* Your objective *
Please write out the records exactly.

Saved data entries
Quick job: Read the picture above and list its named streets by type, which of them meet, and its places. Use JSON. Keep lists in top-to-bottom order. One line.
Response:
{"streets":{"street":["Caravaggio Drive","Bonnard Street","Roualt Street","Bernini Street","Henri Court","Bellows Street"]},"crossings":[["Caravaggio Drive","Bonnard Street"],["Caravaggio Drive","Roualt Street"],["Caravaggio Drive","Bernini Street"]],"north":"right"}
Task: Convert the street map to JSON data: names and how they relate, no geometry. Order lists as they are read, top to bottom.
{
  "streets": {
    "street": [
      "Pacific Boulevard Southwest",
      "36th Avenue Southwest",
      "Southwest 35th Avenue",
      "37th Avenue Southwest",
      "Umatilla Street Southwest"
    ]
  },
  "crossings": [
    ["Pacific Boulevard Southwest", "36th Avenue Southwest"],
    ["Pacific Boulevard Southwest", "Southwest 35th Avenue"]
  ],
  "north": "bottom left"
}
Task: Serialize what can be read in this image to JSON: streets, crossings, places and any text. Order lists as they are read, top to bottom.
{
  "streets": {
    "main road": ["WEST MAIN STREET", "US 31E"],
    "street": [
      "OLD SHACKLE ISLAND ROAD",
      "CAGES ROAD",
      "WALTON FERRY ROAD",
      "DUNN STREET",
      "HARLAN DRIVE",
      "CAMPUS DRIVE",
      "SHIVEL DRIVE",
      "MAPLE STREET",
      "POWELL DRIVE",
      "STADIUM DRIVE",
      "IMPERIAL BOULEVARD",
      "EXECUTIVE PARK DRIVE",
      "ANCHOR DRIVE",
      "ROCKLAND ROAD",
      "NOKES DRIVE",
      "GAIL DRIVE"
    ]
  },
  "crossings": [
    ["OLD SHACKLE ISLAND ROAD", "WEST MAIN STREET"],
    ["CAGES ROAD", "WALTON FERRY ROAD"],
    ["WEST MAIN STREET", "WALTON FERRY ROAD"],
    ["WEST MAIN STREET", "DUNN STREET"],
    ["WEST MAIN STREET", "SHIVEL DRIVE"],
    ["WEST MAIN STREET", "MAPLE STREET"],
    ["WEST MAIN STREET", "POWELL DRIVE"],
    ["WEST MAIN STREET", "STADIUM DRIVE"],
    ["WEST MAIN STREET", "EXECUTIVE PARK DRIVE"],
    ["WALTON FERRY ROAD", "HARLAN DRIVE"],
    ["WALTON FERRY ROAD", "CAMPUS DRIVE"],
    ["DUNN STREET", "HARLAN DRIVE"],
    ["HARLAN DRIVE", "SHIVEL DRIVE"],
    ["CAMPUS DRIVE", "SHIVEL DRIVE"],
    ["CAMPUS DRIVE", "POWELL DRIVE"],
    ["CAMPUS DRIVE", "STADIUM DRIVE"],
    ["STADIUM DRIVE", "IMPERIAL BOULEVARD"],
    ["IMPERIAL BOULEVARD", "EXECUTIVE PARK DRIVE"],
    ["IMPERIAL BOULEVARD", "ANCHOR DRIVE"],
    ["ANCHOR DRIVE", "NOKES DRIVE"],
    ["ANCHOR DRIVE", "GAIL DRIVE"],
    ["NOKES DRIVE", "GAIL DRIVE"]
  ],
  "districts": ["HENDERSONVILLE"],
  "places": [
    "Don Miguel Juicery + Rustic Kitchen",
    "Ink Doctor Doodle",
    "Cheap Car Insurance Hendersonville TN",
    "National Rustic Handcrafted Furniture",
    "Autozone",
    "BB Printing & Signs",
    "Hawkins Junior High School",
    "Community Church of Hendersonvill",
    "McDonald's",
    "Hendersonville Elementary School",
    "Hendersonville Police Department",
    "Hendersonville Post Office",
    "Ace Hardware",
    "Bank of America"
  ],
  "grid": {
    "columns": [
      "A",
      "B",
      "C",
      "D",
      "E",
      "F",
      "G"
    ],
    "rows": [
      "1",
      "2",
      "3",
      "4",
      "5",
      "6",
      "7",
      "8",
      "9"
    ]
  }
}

* Final answer *
Quick job: Read the picture above and list its named streets by type, which of them meet, and its places. Use JSON. Keep lists in top-to-bottom order. One line.
Response:
{"streets":{"street":["Caravaggio Drive","Bonnard Street","Roualt Street","Bernini Street","Henri Court","Bellows Street"]},"crossings":[["Caravaggio Drive","Bonnard Street"],["Caravaggio Drive","Roualt Street"],["Caravaggio Drive","Bernini Street"]],"north":"right"}
Task: Convert the street map to JSON data: names and how they relate, no geometry. Order lists as they are read, top to bottom.
{
  "streets": {
    "street": [
      "Pacific Boulevard Southwest",
      "36th Avenue Southwest",
      "Southwest 35th Avenue",
      "37th Avenue Southwest",
      "Umatilla Street Southwest"
    ]
  },
  "crossings": [
    ["Pacific Boulevard Southwest", "36th Avenue Southwest"],
    ["Pacific Boulevard Southwest", "Southwest 35th Avenue"]
  ],
  "north": "bottom left"
}
Task: Serialize what can be read in this image to JSON: streets, crossings, places and any text. Order lists as they are read, top to bottom.
{
  "streets": {
    "main road": ["WEST MAIN STREET", "US 31E"],
    "street": [
      "OLD SHACKLE ISLAND ROAD",
      "CAGES ROAD",
      "WALTON FERRY ROAD",
      "DUNN STREET",
      "HARLAN DRIVE",
      "CAMPUS DRIVE",
      "SHIVEL DRIVE",
      "MAPLE STREET",
      "POWELL DRIVE",
      "STADIUM DRIVE",
      "IMPERIAL BOULEVARD",
      "EXECUTIVE PARK DRIVE",
      "ANCHOR DRIVE",
      "ROCKLAND ROAD",
      "NOKES DRIVE",
      "GAIL DRIVE"
    ]
  },
  "crossings": [
    ["OLD SHACKLE ISLAND ROAD", "WEST MAIN STREET"],
    ["CAGES ROAD", "WALTON FERRY ROAD"],
    ["WEST MAIN STREET", "WALTON FERRY ROAD"],
    ["WEST MAIN STREET", "DUNN STREET"],
    ["WEST MAIN STREET", "SHIVEL DRIVE"],
    ["WEST MAIN STREET", "MAPLE STREET"],
    ["WEST MAIN STREET", "POWELL DRIVE"],
    ["WEST MAIN STREET", "STADIUM DRIVE"],
    ["WEST MAIN STREET", "EXECUTIVE PARK DRIVE"],
    ["WALTON FERRY ROAD", "HARLAN DRIVE"],
    ["WALTON FERRY ROAD", "CAMPUS DRIVE"],
    ["DUNN STREET", "HARLAN DRIVE"],
    ["HARLAN DRIVE", "SHIVEL DRIVE"],
    ["CAMPUS DRIVE", "SHIVEL DRIVE"],
    ["CAMPUS DRIVE", "POWELL DRIVE"],
    ["CAMPUS DRIVE", "STADIUM DRIVE"],
    ["STADIUM DRIVE", "IMPERIAL BOULEVARD"],
    ["IMPERIAL BOULEVARD", "EXECUTIVE PARK DRIVE"],
    ["IMPERIAL BOULEVARD", "ANCHOR DRIVE"],
    ["ANCHOR DRIVE", "NOKES DRIVE"],
    ["ANCHOR DRIVE", "GAIL DRIVE"],
    ["NOKES DRIVE", "GAIL DRIVE"]
  ],
  "districts": ["HENDERSONVILLE"],
  "places": [
    "Don Miguel Juicery + Rustic Kitchen",
    "Ink Doctor Doodle",
    "Cheap Car Insurance Hendersonville TN",
    "National Rustic Handcrafted Furniture",
    "Autozone",
    "BB Printing & Signs",
    "Hawkins Junior High School",
    "Community Church of Hendersonvill",
    "McDonald's",
    "Hendersonville Elementary School",
    "Hendersonville Police Department",
    "Hendersonville Post Office",
    "Ace Hardware",
    "Bank of America"
  ],
  "grid": {
    "columns": [
      "A",
      "B",
      "C",
      "D",
      "E",
      "F",
      "G"
    ],
    "rows": [
      "1",
      "2",
      "3",
      "4",
      "5",
      "6",
      "7",
      "8",
      "9"
    ]
  }
}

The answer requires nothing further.